As for the upper-level taxonomy being propagated downward… this is intended by me........When a particular rank is missing, in this case the family level, the taxonomic rank above is propagated downward to a lower rank position until it finds a rank at a lower level, then it propagates that rank downwards towards, and so on… to the genus or species level.

is
d__Bacteria;p__Firmicutes;c__Clostridia; o__Clostridia_UCG-014;f__Clostridia_UCG-014;g__Clostridia_UCG-014

equivalent to

d__Bacteria;p__Firmicutes;c__Clostridia; o__Clostridia_UCG-014;f__;g__

This particular sequence is classified as d__Bacteria;p__Firmicutes;c__Clostridia; o__Clostridia_UCG-014;f__Clostridia_UCG-014;g__Clostridia_UCG-014;__

I guess the reference sequences do not have annotations beyond o__ rank.

Can you help me clarify this?

1 Like

Right, I just realized that I did not provide enough details for one particular case… I forgot that you had mentioned the use of the V3V4 (amplicon specific) classifier. When these are made, any short sequence that became identical in sequence (after extraction of the amplicon region), but had different taxonomic annotation, will effectively have their taxonomy truncated to the lowest common ancestor (LCA).
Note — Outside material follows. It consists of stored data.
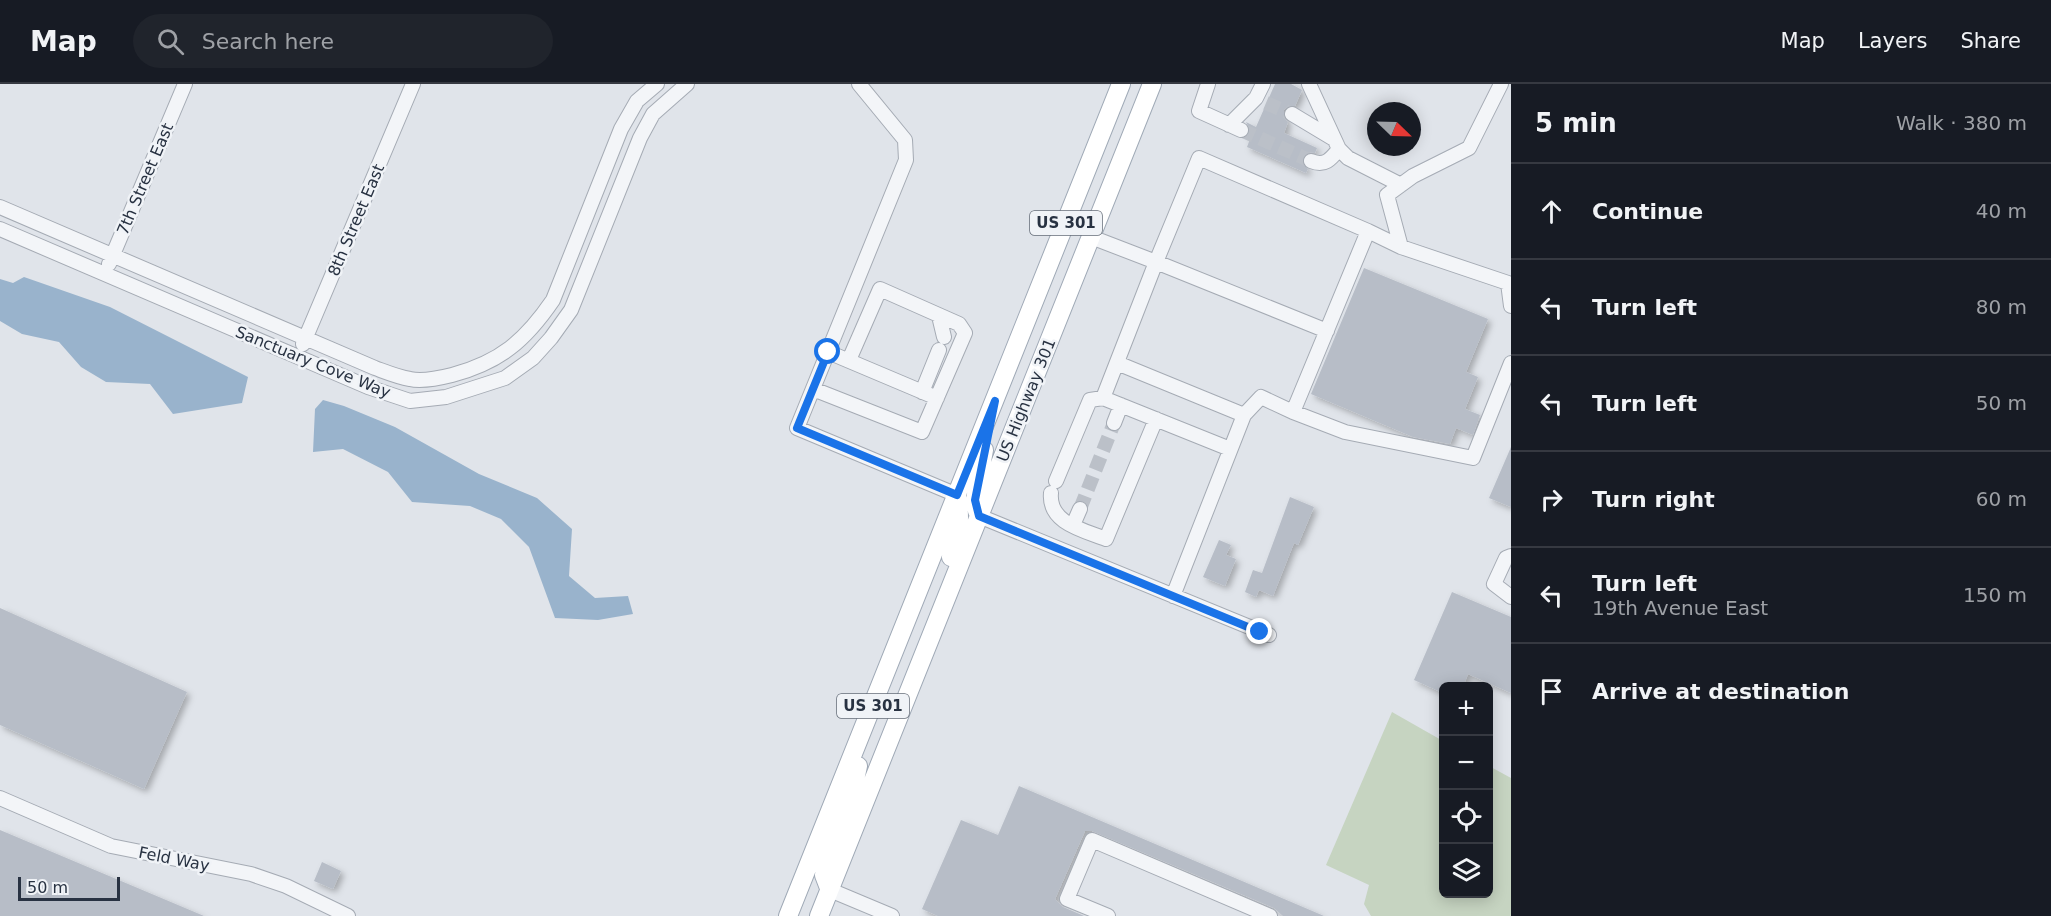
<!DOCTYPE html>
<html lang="en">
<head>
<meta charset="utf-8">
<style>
  :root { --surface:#171b24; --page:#20242c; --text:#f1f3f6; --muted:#9ea1a6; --line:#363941 }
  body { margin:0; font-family:"DejaVu Sans",sans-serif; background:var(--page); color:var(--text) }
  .controls { position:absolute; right:18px; bottom:18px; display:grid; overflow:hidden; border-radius:9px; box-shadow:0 3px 15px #0003 }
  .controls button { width:54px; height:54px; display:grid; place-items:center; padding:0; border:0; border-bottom:2px solid var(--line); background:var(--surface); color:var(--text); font:30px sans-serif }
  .compass { position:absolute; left:1367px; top:18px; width:54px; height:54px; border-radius:50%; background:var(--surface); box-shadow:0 3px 15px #0003; rotate:113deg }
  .scale { position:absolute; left:18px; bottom:15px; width:102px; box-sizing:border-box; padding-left:6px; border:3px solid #283242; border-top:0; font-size:16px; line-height:21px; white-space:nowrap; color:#283242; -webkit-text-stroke:4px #f0f3f7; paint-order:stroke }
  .stop { position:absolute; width:18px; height:18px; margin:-14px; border:4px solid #1a73e8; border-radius:50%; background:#fff }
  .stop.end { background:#1a73e8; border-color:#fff; box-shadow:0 2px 6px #0008 }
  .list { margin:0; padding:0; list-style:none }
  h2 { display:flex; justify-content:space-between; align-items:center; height:78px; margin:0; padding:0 24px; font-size:26px }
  h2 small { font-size:20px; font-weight:400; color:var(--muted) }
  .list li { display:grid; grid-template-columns:39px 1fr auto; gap:18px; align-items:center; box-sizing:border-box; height:96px; padding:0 24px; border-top:2px solid var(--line) }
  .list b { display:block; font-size:22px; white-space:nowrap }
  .list p { margin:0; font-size:20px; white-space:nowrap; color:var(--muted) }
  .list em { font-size:20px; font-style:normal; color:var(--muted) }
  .icon { flex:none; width:33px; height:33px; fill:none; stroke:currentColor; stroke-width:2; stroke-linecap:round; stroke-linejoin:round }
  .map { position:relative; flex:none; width:1511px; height:832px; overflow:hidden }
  header { display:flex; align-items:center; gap:36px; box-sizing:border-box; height:84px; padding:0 30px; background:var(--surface); border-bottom:2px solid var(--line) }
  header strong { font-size:28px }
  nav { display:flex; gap:33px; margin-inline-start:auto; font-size:21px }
  .search { width:420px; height:54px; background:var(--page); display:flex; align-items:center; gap:15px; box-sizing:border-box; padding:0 21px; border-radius:33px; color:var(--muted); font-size:22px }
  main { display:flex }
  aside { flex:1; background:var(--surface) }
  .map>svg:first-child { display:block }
  .green { fill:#c6d4c1 }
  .water { fill:#99b3cc }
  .building { fill:#b7bdc7; filter:url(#shadow) }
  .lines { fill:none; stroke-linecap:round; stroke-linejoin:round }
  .minor-tunnel { stroke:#bbc0c8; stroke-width:14; stroke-dasharray:14 7; stroke-linecap:butt }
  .minor-casing { stroke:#a5abb4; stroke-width:16 }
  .major-casing { stroke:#9fa9b6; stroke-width:20 }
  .minor { stroke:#f3f5f8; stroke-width:14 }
  .major { stroke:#fff; stroke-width:18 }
  .route { stroke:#1a73e8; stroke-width:8 }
  .labels { text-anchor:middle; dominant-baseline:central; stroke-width:5; stroke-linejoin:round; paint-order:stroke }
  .shield { fill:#f0f3f7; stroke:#646c78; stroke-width:1.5 }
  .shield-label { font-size:15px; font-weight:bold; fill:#283242 }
  .street-label { font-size:16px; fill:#283242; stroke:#f0f3f7 }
</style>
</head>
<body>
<header>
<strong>Map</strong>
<div class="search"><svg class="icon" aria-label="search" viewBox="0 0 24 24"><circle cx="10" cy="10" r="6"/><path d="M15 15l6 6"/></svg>Search here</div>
<nav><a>Map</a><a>Layers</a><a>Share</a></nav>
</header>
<main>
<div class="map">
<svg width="1511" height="832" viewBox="0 0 1511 832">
  <defs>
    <filter id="shadow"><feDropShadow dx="3.5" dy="3.5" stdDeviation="3" flood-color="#0004"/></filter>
  </defs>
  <rect width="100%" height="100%" fill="#e0e4ea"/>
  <path class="green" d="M1392,628L1443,657L1444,810H1488L1489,682L1511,694V832H1371L1364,820L1369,801L1326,781Z"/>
  <path class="water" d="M24,193L110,223L248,293L242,319L173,330L150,300L106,298L81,283L59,258L22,250L0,237V195L13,199Z
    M323,316L344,322L395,343L479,390L537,414L572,445L569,492L595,514L628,512L633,530L598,536L555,534L529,463L501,435L470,422L412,418L388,388L343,365L313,368L315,325Z"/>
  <path class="building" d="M1275,0H1291L1302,6L1295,22H1288L1284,26V34L1288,38L1284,49L1317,64L1315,69L1309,68L1303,74L1302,79L1308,85L1306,89L1247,63L1250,55L1246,53L1250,46L1246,38L1256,43Z
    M1364,184L1488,235L1466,288L1478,293L1465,325L1480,331L1473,351L1456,344L1450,360L1413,353L1311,310Z
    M1511,363V423L1489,414Z
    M1290,413L1314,423L1298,461L1294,459L1273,512L1259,506L1256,513L1245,508L1253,486L1262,489Z
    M1219,456L1231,461L1226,471L1236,475L1225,502L1203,493Z
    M1452,508L1511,533V609L1468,590L1463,603H1443V609L1414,596Z
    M0,524L187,608L144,705L0,641Z
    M1019,702L1324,832H1283L1274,824L1092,747H1085L1055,815L1063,823L1084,832H938L922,825L961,736L998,751Z
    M0,746L204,832H0Z
    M322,778L341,787L333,805L314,797Z"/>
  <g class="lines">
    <path class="minor-tunnel" d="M1266,19L1292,30
      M1241,46L1311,77
      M1080,425L1114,339"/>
    <g class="minor-casing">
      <path id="minor" d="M859,0L905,56L906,76L797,344L957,411
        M1208,0L1199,27L1241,46
        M1309,0L1339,65L1348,74L1401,101
        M1292,30L1332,54
        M1229,41L1256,14L1263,0
        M1311,77C1325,83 1331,75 1339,65
        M0,123L375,284C386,288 398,293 410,295C422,298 440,294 452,291C500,278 525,257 553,216L621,45L637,17L657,0
        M0,145L368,303L410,317L446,313L505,294L533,274L551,254L571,226L640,54L653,30L687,0
        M1091,153L1156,178L1199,74L1368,147
        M1401,163L1387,111L1413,92L1469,64L1501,0
        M109,180L185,0
        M1511,222L1508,199L1401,163L1368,147L1293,328L1345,348L1473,374L1511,279
        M939,232L944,253
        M303,260L413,0
        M828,268L937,314
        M1117,279L1244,331
        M813,305L922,348L965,249L959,240L880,205L849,276
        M922,308L939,266
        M1103,314L1156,178L1327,247
        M1114,339L1121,321
        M1056,397L1090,316L1103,314L1230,365
        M1051,409C1048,439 1083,446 1106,455L1156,335
        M979,432L1269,551
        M1073,441L1080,425
        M1511,472L1506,474L1494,500L1511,513
        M1173,512L1244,331L1261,313L1293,328
        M0,714L111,762L251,790L286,802L348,832
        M830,806L892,832
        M1108,832L1067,815L1092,756L1270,832"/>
    </g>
    <g class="major-casing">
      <path id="major" d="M977,427L975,416L984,366
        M951,473C959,452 961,435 957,412
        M829,804L824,791L826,778L851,715L858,682
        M788,832L1121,0
        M819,832L1152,0"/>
    </g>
    <use href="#minor" class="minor"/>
    <use href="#major" class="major"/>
  </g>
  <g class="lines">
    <path class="route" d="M828,268L797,344L957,411L995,317L975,416L979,432L1260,548"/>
  </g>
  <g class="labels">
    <g class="shield">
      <rect x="1030" y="127" width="72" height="24" rx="4.5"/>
      <rect x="837" y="610" width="72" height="24" rx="4.5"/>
    </g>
    <g class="shield-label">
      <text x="1066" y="139">US 301</text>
      <text x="873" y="622">US 301</text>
    </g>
    <g class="street-label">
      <text transform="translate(145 95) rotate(-67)">7th Street East</text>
      <text transform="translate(356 136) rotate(-67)">8th Street East</text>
      <text transform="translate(313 278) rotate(22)">Sanctuary Cove Way</text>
      <text transform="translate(1026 316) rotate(-68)">US Highway 301</text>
      <text transform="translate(174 775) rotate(11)">Feld Way</text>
    </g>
  </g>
</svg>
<div class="controls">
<button>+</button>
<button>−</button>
<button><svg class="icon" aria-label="locate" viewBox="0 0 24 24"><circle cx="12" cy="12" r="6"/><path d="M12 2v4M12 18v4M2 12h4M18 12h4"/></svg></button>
<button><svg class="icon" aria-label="layers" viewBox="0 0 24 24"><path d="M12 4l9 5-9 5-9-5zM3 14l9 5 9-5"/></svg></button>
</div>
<svg class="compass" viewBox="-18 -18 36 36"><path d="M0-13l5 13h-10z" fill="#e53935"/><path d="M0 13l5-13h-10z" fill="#9ea1a6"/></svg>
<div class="scale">50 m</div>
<div class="stop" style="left:828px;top:268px"></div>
<div class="stop end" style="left:1260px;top:548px"></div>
</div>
<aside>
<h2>5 min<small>Walk · 380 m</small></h2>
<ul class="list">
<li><svg class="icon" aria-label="ahead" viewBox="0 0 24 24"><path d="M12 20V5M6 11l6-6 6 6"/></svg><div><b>Continue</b></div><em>40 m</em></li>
<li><svg class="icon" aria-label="left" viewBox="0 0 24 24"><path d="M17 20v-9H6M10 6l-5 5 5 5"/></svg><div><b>Turn left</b></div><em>80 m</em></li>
<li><svg class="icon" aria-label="left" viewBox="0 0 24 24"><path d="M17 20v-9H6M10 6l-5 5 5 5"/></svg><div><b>Turn left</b></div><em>50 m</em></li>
<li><svg class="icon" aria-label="right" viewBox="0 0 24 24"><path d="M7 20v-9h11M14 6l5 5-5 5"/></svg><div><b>Turn right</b></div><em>60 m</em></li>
<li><svg class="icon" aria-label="left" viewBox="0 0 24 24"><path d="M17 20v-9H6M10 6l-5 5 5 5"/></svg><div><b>Turn left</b><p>19th Avenue East</p></div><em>150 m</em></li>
<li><svg class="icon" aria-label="arrive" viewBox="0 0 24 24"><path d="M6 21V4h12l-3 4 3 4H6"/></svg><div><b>Arrive at destination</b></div></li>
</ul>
</aside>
</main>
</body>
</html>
See the pipeline of the original post of this thread.

So, in this case, the lower rank information would not be available. But the base reference files do contain all the taxonomic ranks as I outlined earlier. This changes when we are extracting the amplicon region, as we are more likely to have identical sequences over various shorted regions of the gene.

Does this help?

-Best
-Mike

1 Like

Yes.
Thanks @SoilRotifer

1 Like

Thanks so much for this. Enormously helpful and much appreciated. Any difference between ver_0.01 and ver_0.02?

Also, mostly out of curiosity and interest to learn, is training the classifier directly using the primer sequences on QIIME2 not advisable? I saw your comment about retaining more sequences and was hoping you could expand on it a little.